Due to the sizes of these files, we include here the sources of the datasets we use, rather than the full dataset.

Small Dataset

The Small Dataset is derived from the Chesepeake dataset:

To download the dataset:

wget https://github.com/gunrock/gunrock/blob/main/datasets/chesapeake/chesapeake.mtx
mv chesapeake.mtx SMALL_chesapeake.mtx

Format: MTX file (the Matrix Market Format <https://people.sc.fsu.edu/~jburkardt/data/mm/mm.html>). It will work with GUNROCK GPU implementations out-of-the-box but needs reformatting to work with CPU implementations.

Medium Dataset

To download the dataset:

wget https://snap.stanford.edu/data/email-Eu-core.txt.gz
gunzip email-Eu-core.txt.gz
mv email-Eu-core.txt MEDIUM_email-Eu-core.txt

Format: .txt adjacency list. It will work out-of-the-box with sequential Louvain but will require conversion to MTX format for GPU.

Large Dataset

To download the dataset:

wget https://snap.stanford.edu/data/wiki-Talk.txt.gz
gunzip wiki-Talk.txt.gz
mv wiki-Talk.txt LARGE_wiki-Talk.txt

Format: .txt adjacency list with # prepended comments.
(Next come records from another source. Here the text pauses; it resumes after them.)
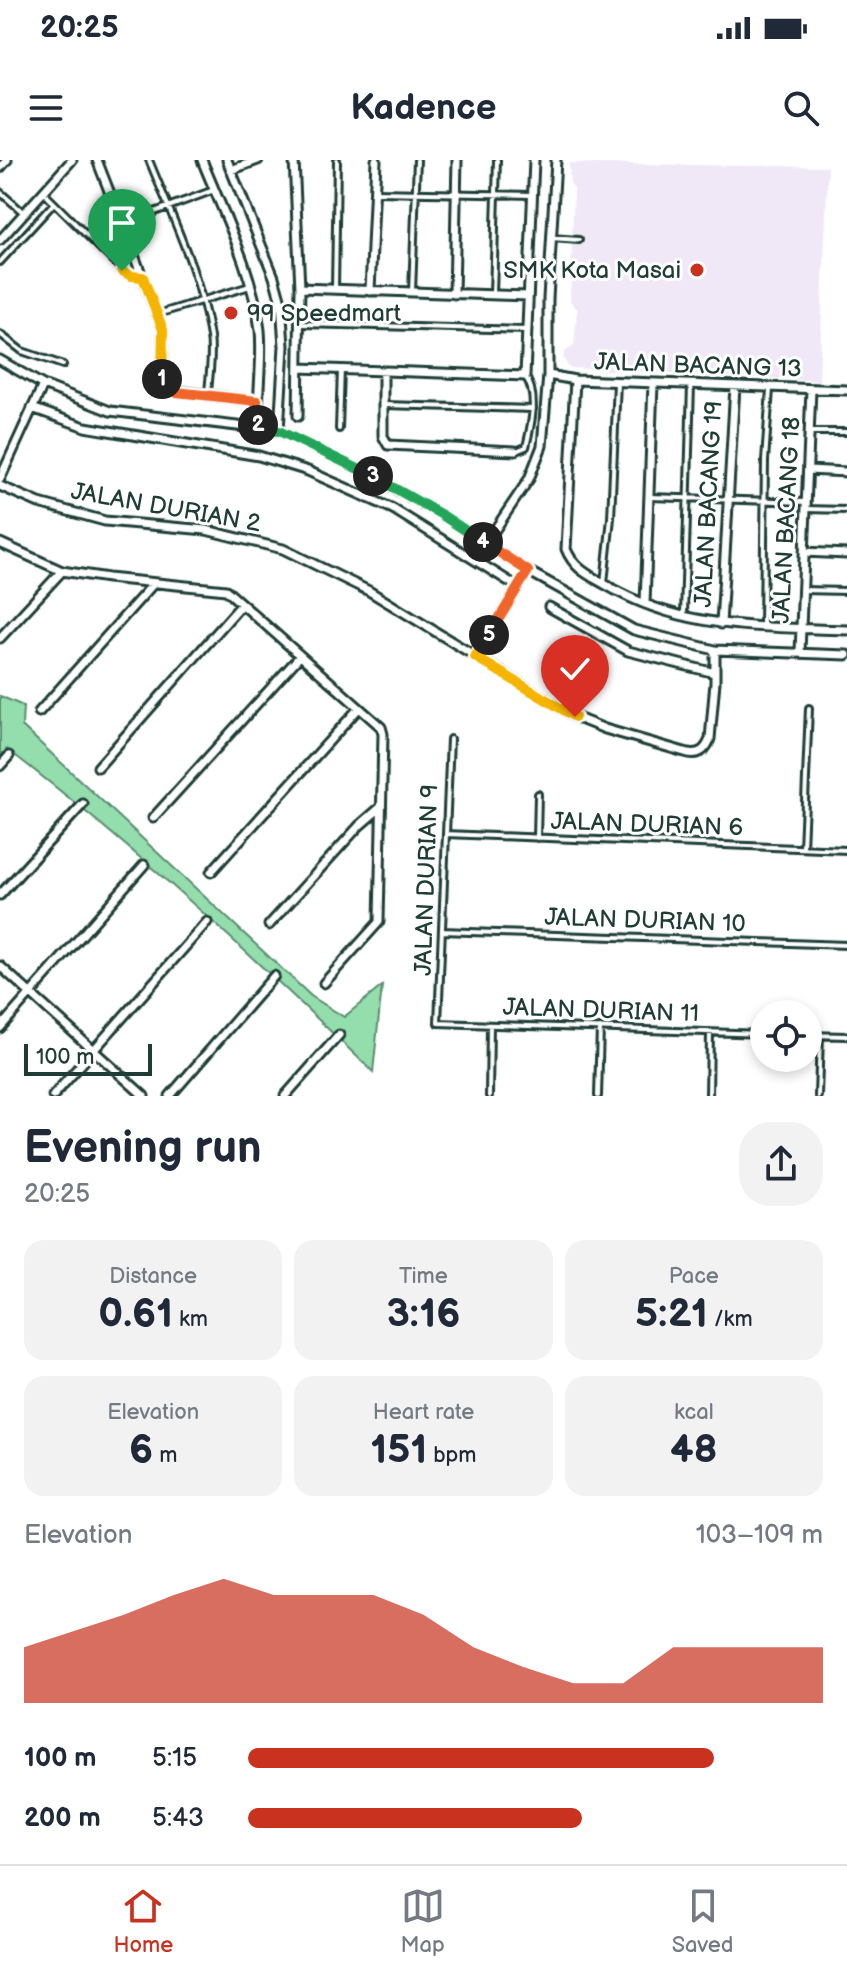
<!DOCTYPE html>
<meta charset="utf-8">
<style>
body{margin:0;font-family:"Balsamiq Sans",sans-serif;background:#f2f2f3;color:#1f2937;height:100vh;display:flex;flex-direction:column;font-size:30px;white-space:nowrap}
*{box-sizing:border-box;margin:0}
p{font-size:26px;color:#747a83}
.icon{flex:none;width:44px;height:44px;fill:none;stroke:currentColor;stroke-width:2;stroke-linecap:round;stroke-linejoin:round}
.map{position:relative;height:936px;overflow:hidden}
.drawer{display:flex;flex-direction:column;background:#fff;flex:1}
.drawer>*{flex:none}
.tools{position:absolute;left:750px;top:840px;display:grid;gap:16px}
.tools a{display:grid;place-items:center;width:72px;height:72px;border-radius:50%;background:#fff;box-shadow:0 4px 12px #0003;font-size:40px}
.scale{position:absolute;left:24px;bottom:20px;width:128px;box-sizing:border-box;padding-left:8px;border:4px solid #1f3d34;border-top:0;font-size:22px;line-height:28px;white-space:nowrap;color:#1f3d34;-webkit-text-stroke:6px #fff;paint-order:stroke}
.pin{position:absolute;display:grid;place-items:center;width:68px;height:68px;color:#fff;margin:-82px -34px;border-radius:50% 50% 50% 0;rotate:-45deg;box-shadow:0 0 8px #0007}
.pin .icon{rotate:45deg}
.km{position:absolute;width:40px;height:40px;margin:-20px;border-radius:50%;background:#222;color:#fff;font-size:22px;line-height:40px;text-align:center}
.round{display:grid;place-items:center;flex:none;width:84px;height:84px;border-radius:32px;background:#f2f2f3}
.head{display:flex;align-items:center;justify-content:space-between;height:136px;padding:0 24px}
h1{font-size:44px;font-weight:800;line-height:60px}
.metrics{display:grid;grid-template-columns:repeat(3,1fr);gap:12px;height:136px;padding:8px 24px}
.metrics div{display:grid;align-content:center;border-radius:20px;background:#f2f2f3;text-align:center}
.metrics b{font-size:40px;font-weight:800}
.metrics small{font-size:22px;font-weight:400}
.metrics p{font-size:22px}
.chart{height:224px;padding:16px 24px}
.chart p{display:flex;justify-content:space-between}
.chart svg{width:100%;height:144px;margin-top:8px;fill:#c8321e;opacity:.7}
ul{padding:0 24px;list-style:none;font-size:26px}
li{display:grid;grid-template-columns:128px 96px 1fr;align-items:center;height:60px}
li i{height:20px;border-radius:10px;background:#c8321e}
.status{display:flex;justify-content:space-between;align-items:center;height:56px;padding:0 40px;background:#fff;direction:ltr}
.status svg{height:22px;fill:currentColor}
header{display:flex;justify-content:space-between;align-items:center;height:104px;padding:0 24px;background:#fff;font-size:36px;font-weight:800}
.tab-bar{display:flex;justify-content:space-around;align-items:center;height:112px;border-top:2px solid #e0e1e3;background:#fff;font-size:22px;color:#747a83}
.tab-bar a{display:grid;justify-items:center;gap:4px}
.tab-bar .current{color:#c8321e}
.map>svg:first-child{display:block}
.built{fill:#f0e8f7}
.green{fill:#94ddac;stroke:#5a8d70;stroke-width:2}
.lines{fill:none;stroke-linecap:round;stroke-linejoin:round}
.service-casing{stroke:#1f3d34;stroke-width:10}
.minor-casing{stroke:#1f3d34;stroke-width:13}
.service{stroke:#fff;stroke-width:4}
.minor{stroke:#fff;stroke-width:7}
.split-1-casing{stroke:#fff;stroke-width:16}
.split-2-casing{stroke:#fff;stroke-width:16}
.split-3-casing{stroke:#fff;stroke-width:16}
.split-4-casing{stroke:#fff;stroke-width:16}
.split-5-casing{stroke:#fff;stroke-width:16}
.split-6-casing{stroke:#fff;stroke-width:16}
.split-1{stroke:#f5b400;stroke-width:10}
.split-2{stroke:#f0652b;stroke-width:10}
.split-3{stroke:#22a559;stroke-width:10}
.split-4{stroke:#22a559;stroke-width:10}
.split-5{stroke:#f0652b;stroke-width:10}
.split-6{stroke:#f5b400;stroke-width:10}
.poi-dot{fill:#c8321e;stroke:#fff;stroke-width:3}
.labels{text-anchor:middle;stroke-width:6;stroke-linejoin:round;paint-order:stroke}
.poi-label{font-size:24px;fill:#1f3d34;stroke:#fff;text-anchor:end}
.street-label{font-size:24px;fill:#1f3d34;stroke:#fff}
</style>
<div class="status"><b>20:25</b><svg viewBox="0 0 49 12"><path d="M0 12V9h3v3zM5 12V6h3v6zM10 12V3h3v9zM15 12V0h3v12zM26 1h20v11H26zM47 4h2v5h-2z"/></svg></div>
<header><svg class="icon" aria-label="menu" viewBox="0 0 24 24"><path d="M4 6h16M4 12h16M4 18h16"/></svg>Kadence<svg class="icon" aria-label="search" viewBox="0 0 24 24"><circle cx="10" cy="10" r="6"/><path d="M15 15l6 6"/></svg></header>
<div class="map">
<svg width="847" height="936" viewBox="0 0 847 936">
<rect width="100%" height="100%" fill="#fff"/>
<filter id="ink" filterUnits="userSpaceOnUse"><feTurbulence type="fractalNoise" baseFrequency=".0125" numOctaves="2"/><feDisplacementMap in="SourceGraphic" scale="16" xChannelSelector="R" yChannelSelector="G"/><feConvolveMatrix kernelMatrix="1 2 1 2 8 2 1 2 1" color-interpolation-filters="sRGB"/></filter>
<g filter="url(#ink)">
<path class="built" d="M569,3L828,7L819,221L569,208L563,197L564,192L574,186L577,149L570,141L574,28L570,23Z"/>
<path class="green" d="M0,536L23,546L22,566L311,836L344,857L382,826L373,912C256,799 136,688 7,589L0,596Z"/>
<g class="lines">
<defs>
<path id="service" d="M149,0C172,57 201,116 210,177C213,195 209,216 208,234
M0,32L24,53
M43,32L124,112L140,116
M375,32L532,35
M122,64L214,30
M551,78L579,80
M0,102L54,43
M335,130L337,0
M412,132L417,0
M493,135L497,0
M158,154L250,126
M301,164L527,170
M0,174L22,191L63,205
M383,245L533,249
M339,269L341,209
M809,272H847
M516,291L526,287C531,266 539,235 525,216
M649,337L806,342
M806,349L847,350
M604,423L611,358L617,222
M802,430L847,431
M684,455L691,225
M763,466L765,301L770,229
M450,579L438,863L764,874
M446,674L847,690
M537,678L538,634
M803,688L809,548
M442,771L847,785
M808,875L847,876
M489,936L490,865
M598,936L600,868
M709,936L710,872
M818,936L820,875"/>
<path id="minor" d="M97,0L163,170V229L257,241
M202,0C224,55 253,111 260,170C263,203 256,236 259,269
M227,0L274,117L281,142L284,186L279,271
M294,0L300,128L298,256
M0,8L7,0
M231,10L258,0
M0,80L72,0
M300,128L528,136
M370,131L376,0
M454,134L457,0
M0,200L43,225L110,251L279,271L374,317L442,355L528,411L634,470L715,490L847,495
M299,208L525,216L534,0
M383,211V276L388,285L515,291
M548,215L575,220L847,230
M575,220L566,389C574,409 589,415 606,425C684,471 761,466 847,470
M32,248L85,267L259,296L308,311L393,349L518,427
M808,310L847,312
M0,319L43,225
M0,326L39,343L105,361L206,370L283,389L369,431L575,557L605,569L688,593C700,595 706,590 710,579L715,522V490
M0,383L62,411L108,418L226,430L381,567L383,574L379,762L324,823
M486,383L529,319L542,286L548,215V139L556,0
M804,392L847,394
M645,444L653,223
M549,447L628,491L715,513
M721,464L735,226
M0,478L62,411
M800,492L811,229
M475,497L528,411
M39,552L154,423
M0,606L9,596
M98,607L242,444
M153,658L300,496
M211,712L359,548
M0,735L83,644
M269,765L359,666L381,647
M0,806L144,936
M0,868L144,705
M53,936L207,762
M170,936L274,816
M285,936L339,875"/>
</defs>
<use href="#service" class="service-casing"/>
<use href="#minor" class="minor-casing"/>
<use href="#service" class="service"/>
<use href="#minor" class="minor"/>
</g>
</g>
<g class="lines" filter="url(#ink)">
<defs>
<path id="split-1" d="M122,111L131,116L143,117L163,170L162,219"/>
<path id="split-2" d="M162,219V227L167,231L257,241L258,265"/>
<path id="split-3" d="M258,265L259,269L279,271L373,316"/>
<path id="split-4" d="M373,316L442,355L483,382"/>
<path id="split-5" d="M483,382L528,411L489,475"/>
<path id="split-6" d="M489,475L475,497L575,557"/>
</defs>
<use href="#split-1" class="split-1-casing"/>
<use href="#split-2" class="split-2-casing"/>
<use href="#split-3" class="split-3-casing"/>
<use href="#split-4" class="split-4-casing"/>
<use href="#split-5" class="split-5-casing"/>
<use href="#split-6" class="split-6-casing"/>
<use href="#split-1" class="split-1"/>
<use href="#split-2" class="split-2"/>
<use href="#split-3" class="split-3"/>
<use href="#split-4" class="split-4"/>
<use href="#split-5" class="split-5"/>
<use href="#split-6" class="split-6"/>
</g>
<g class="poi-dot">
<circle cx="697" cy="110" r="8"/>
<circle cx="231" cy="153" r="8"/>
</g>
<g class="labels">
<g class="poi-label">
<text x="681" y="118">SMK Kota Masai</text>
<text x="247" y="161" text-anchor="start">99 Speedmart</text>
</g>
<g class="street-label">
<text transform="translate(698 205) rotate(2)" y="8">JALAN BACANG 13</text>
<text transform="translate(708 344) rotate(-87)" y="8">JALAN BACANG 19</text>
<text transform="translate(166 347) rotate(10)" y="8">JALAN DURIAN 2</text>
<text transform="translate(786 360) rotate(-87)" y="8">JALAN BACANG 18</text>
<text transform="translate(647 664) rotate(2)" y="8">JALAN DURIAN 6</text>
<text transform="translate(426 720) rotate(-88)" y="8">JALAN DURIAN 9</text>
<text transform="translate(645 760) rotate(2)" y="8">JALAN DURIAN 10</text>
<text transform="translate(601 850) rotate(2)" y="8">JALAN DURIAN 11</text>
</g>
</g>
</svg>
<div class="tools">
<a><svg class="icon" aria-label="locate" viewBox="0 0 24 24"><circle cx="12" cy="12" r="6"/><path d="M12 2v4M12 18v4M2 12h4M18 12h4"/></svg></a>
</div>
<div class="scale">100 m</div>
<div class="pin" style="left:122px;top:111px;background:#1e9e55"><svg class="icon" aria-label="arrive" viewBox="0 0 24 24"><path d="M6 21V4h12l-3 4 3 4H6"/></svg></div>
<div class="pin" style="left:575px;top:557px;background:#d93025"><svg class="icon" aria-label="check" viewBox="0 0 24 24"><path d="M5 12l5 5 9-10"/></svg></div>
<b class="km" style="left:162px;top:219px">1</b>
<b class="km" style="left:258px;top:265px">2</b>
<b class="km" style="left:373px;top:316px">3</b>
<b class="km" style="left:483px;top:382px">4</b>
<b class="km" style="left:489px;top:475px">5</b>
</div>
<section class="drawer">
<div class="head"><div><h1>Evening run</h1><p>20:25</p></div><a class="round"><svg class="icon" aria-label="share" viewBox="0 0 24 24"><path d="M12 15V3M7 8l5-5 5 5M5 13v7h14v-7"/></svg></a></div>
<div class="metrics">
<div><p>Distance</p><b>0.61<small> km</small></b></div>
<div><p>Time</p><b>3:16</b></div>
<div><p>Pace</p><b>5:21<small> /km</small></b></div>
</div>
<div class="metrics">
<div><p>Elevation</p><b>6<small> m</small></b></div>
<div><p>Heart rate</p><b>151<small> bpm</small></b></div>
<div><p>kcal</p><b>48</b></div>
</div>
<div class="chart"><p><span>Elevation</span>103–109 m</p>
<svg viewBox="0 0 160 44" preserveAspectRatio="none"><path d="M0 44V27L10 22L20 17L30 11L40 6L50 11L60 11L70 11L80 17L90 27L100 33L110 38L120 38L130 27L140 27L150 27L160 27V44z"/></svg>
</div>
<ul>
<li><b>100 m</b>5:15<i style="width:81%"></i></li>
<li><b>200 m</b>5:43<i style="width:58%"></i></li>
</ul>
</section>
<nav class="tab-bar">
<a class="current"><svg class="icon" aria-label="home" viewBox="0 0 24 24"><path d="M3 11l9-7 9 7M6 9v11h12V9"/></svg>Home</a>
<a><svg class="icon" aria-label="map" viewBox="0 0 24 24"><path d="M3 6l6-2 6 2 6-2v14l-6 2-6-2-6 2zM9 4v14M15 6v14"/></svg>Map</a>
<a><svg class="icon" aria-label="saved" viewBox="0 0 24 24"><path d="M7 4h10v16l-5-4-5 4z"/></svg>Saved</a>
</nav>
It will need to be transformed into MTX format to work with GPU implementations.

Huge Dataset

The huge dataset is derived from the Twitter benchmark dataset used by the UC Berkeley GAP benchmark.

To download the dataset:

wget https://github.com/ANLAB-KAIST/traces/releases/download/twitter_rv.net/twitter_rv.net.00.gz
wget https://github.com/ANLAB-KAIST/traces/releases/download/twitter_rv.net/twitter_rv.net.01.gz
wget https://github.com/ANLAB-KAIST/traces/releases/download/twitter_rv.net/twitter_rv.net.02.gz
wget https://github.com/ANLAB-KAIST/traces/releases/download/twitter_rv.net/twitter_rv.net.03.gz
gunzip -c twitter_rv.net.00 twitter_rv.net.01 twitter_rv.net.02 twitter_rv.net.03 > HUGE_twitter_rv.net

Format: .txt Adjacency List